The following sketch, Drama i vitt eller Himlen kan inte vänta (Drama in White or The Heaven can't wait) is set in a hospital, starring Lena Nyman as nurse Greata, Hasse Alfredsson as doctor Pubel and Tage Danielsson as the patient, named Ivar Faust. The two hospital workers try to convince Faust to sign a contract in order to "solve the population problem". He will get to live La Dolce Vita in a month before he dies on his own free will. Ivar however, prefers brown beans and the everyday life. In the end Doctor Pubel gives Ivar a cigarette so that he at least will have a shorter life.

På Söderns höjder (At the Söders heights) is a variety show within a variety show and a parody on the old Swedish pilsnermovies. This variety included, among other things, a tribute song to the pannier, Kissinger and Sadat having a contest; the one who can eat the most hideous frog will get the other one's secret documents, I Sportaffären (In the Sportsshop) which most of the time was improvised, were Lena Nyman was trying to buy a marble bag for her son but the shop assistant Gösta Ekman came with the most ridiculous accessories like a marble belt and a special marble glove.
Instead of doing one of his Lindeman sketches, Hasse Alfredson instead had a number where he told a new limerick every night.

The second act begins with Mordet på Örebroexpressen - Efter en dum idé av Lars Peterson (Murder on the Örebroexpress) - After a stupid idea by Lars Peterson). A parody on Agatha Christies Murder on the Orient Express.

Stoppa Prissarna (A word play: Stop the dudes, but it just a letter different from Stop the press).
The editor Cyrup (Hasse), the young journalist (Lena) and the Headliner Djuret (The Animal, played by Tommy) write exaggerated headlines and stories in order to sell single copies.

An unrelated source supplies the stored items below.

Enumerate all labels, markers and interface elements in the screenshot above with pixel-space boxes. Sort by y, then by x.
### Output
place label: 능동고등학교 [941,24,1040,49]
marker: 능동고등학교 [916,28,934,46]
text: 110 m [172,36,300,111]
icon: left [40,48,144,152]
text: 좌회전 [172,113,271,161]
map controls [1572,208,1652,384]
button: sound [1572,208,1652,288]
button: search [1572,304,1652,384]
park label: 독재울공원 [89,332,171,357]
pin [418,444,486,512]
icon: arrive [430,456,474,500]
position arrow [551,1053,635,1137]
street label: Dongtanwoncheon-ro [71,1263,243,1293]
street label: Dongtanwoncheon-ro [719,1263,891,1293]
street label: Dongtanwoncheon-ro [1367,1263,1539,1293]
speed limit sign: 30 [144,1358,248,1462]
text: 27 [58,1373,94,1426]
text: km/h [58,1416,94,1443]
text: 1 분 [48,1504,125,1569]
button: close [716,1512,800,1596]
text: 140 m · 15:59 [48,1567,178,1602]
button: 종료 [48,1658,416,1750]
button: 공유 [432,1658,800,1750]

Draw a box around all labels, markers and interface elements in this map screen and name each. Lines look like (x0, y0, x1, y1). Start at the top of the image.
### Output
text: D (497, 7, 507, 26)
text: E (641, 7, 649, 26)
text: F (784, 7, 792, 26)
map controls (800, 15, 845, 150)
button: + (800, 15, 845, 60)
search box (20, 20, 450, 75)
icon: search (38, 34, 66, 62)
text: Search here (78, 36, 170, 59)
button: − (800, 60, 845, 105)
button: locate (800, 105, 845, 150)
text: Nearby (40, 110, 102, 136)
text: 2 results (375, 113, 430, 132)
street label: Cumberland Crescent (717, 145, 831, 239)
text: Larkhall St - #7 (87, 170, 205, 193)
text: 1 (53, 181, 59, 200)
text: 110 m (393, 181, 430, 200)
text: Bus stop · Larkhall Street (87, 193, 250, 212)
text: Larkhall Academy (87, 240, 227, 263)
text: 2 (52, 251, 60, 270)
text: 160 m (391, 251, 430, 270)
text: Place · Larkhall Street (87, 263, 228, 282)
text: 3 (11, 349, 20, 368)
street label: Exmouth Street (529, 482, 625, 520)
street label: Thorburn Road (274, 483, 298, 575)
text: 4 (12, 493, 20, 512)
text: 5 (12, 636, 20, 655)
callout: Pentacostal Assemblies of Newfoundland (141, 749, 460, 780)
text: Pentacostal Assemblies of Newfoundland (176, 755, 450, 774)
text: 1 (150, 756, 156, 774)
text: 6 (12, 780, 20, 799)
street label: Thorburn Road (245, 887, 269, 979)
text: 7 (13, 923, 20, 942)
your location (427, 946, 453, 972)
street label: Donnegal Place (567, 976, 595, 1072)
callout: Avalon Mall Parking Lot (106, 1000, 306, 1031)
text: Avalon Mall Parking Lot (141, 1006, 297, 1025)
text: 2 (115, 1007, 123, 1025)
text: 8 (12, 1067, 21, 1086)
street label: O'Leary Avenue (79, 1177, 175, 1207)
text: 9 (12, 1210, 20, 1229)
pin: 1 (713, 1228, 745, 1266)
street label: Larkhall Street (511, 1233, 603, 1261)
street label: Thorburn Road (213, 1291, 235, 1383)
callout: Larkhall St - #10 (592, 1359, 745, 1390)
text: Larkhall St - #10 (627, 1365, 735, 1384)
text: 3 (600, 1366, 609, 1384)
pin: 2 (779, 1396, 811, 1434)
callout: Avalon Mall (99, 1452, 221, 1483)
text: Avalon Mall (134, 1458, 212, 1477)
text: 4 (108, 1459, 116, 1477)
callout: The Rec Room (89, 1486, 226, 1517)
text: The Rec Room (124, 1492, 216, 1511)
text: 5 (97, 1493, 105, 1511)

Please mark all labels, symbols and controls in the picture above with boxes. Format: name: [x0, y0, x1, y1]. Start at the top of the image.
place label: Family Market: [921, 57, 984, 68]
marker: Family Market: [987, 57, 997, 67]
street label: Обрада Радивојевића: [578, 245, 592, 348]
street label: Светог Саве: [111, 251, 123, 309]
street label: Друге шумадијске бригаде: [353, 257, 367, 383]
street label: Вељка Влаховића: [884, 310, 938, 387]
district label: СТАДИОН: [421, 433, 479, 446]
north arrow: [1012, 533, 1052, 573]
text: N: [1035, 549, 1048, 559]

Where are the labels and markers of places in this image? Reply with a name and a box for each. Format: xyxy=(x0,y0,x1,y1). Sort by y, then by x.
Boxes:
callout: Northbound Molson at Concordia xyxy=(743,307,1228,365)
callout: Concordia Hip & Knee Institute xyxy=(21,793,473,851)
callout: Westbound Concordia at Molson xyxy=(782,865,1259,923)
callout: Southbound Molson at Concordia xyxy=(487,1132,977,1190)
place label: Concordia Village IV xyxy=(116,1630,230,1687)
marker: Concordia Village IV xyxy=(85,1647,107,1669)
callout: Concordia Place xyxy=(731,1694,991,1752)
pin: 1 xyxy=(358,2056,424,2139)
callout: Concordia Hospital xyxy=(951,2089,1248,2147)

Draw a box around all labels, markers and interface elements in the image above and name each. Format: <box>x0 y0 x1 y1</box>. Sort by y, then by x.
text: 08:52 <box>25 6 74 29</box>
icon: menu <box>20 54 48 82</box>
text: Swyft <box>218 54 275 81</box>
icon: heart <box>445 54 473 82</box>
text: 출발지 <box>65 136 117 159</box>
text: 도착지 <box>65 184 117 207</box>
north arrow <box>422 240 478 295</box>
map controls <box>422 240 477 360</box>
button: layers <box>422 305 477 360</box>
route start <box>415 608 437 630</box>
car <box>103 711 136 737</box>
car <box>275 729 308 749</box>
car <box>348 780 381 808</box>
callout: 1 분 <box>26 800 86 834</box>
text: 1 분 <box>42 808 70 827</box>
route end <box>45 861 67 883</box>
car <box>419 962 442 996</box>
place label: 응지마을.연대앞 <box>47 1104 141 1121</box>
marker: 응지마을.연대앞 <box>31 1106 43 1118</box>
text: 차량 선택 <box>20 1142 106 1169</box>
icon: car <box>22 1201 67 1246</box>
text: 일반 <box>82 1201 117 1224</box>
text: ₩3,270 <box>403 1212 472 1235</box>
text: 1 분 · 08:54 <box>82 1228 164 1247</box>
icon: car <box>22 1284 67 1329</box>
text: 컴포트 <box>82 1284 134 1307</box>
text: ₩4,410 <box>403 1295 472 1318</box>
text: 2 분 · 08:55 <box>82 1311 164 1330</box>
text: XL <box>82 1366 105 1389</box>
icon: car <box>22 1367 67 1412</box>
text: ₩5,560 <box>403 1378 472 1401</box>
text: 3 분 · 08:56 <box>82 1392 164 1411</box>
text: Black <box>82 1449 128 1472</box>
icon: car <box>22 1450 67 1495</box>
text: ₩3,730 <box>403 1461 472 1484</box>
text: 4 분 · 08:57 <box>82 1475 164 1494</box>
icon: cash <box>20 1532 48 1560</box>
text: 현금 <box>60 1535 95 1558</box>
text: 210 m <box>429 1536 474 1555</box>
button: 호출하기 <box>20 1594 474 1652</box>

Istället för Bellman (Instead of Bellman). Gösta Ekman holds a monologue where he tells many Bellman-jokes, but switches Bellman for more modern writers, such as Bo Setterlind, Sven Stolpe and Bengt Jansson.

The last number was called Hot Dog and filled with music and some small sketches. In it, Tommy Körberg sang one of the songs that since then has become one of his trademarks. Vid Molins Fontän (At Molin Fountain), based on Les Bourgeois by Jacques Brel and Jean Corti.

==Reception and legacy==

Svea Hund på Göta Lejon became a great success and it was later filmed for TV and has since then been released on DVD.